▶ _Work instructions_
Below is a listing; reproduce each line of it exactly.
========================================
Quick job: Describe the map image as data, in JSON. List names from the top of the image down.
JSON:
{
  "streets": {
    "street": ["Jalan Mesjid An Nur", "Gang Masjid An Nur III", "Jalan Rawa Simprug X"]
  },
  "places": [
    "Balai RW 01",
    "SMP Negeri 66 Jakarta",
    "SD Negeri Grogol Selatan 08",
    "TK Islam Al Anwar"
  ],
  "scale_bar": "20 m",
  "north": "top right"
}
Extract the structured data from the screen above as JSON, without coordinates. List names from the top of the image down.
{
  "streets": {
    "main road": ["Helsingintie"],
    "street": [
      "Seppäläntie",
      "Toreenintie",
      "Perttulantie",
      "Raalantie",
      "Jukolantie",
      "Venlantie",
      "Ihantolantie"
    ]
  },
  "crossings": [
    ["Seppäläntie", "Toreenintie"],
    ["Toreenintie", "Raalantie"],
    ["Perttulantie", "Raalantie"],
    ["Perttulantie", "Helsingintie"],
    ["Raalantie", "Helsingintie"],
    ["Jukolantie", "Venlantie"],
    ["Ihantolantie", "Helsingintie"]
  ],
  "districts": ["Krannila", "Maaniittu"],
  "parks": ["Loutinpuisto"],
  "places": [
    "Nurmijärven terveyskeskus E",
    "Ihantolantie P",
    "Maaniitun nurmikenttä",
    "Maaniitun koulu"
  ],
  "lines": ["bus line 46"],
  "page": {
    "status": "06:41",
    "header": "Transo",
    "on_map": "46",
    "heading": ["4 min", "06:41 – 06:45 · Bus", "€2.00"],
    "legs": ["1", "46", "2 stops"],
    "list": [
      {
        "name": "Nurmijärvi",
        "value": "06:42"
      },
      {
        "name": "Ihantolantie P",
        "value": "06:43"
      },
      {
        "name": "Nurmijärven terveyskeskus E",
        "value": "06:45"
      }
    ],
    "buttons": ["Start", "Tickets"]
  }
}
========================================
▶ _Answer box_
Quick job: Describe the map image as data, in JSON. List names from the top of the image down.
JSON:
{
  "streets": {
    "street": ["Jalan Mesjid An Nur", "Gang Masjid An Nur III", "Jalan Rawa Simprug X"]
  },
  "places": [
    "Balai RW 01",
    "SMP Negeri 66 Jakarta",
    "SD Negeri Grogol Selatan 08",
    "TK Islam Al Anwar"
  ],
  "scale_bar": "20 m",
  "north": "top right"
}
Extract the structured data from the screen above as JSON, without coordinates. List names from the top of the image down.
{
  "streets": {
    "main road": ["Helsingintie"],
    "street": [
      "Seppäläntie",
      "Toreenintie",
      "Perttulantie",
      "Raalantie",
      "Jukolantie",
      "Venlantie",
      "Ihantolantie"
    ]
  },
  "crossings": [
    ["Seppäläntie", "Toreenintie"],
    ["Toreenintie", "Raalantie"],
    ["Perttulantie", "Raalantie"],
    ["Perttulantie", "Helsingintie"],
    ["Raalantie", "Helsingintie"],
    ["Jukolantie", "Venlantie"],
    ["Ihantolantie", "Helsingintie"]
  ],
  "districts": ["Krannila", "Maaniittu"],
  "parks": ["Loutinpuisto"],
  "places": [
    "Nurmijärven terveyskeskus E",
    "Ihantolantie P",
    "Maaniitun nurmikenttä",
    "Maaniitun koulu"
  ],
  "lines": ["bus line 46"],
  "page": {
    "status": "06:41",
    "header": "Transo",
    "on_map": "46",
    "heading": ["4 min", "06:41 – 06:45 · Bus", "€2.00"],
    "legs": ["1", "46", "2 stops"],
    "list": [
      {
        "name": "Nurmijärvi",
        "value": "06:42"
      },
      {
        "name": "Ihantolantie P",
        "value": "06:43"
      },
      {
        "name": "Nurmijärven terveyskeskus E",
        "value": "06:45"
      }
    ],
    "buttons": ["Start", "Tickets"]
  }
}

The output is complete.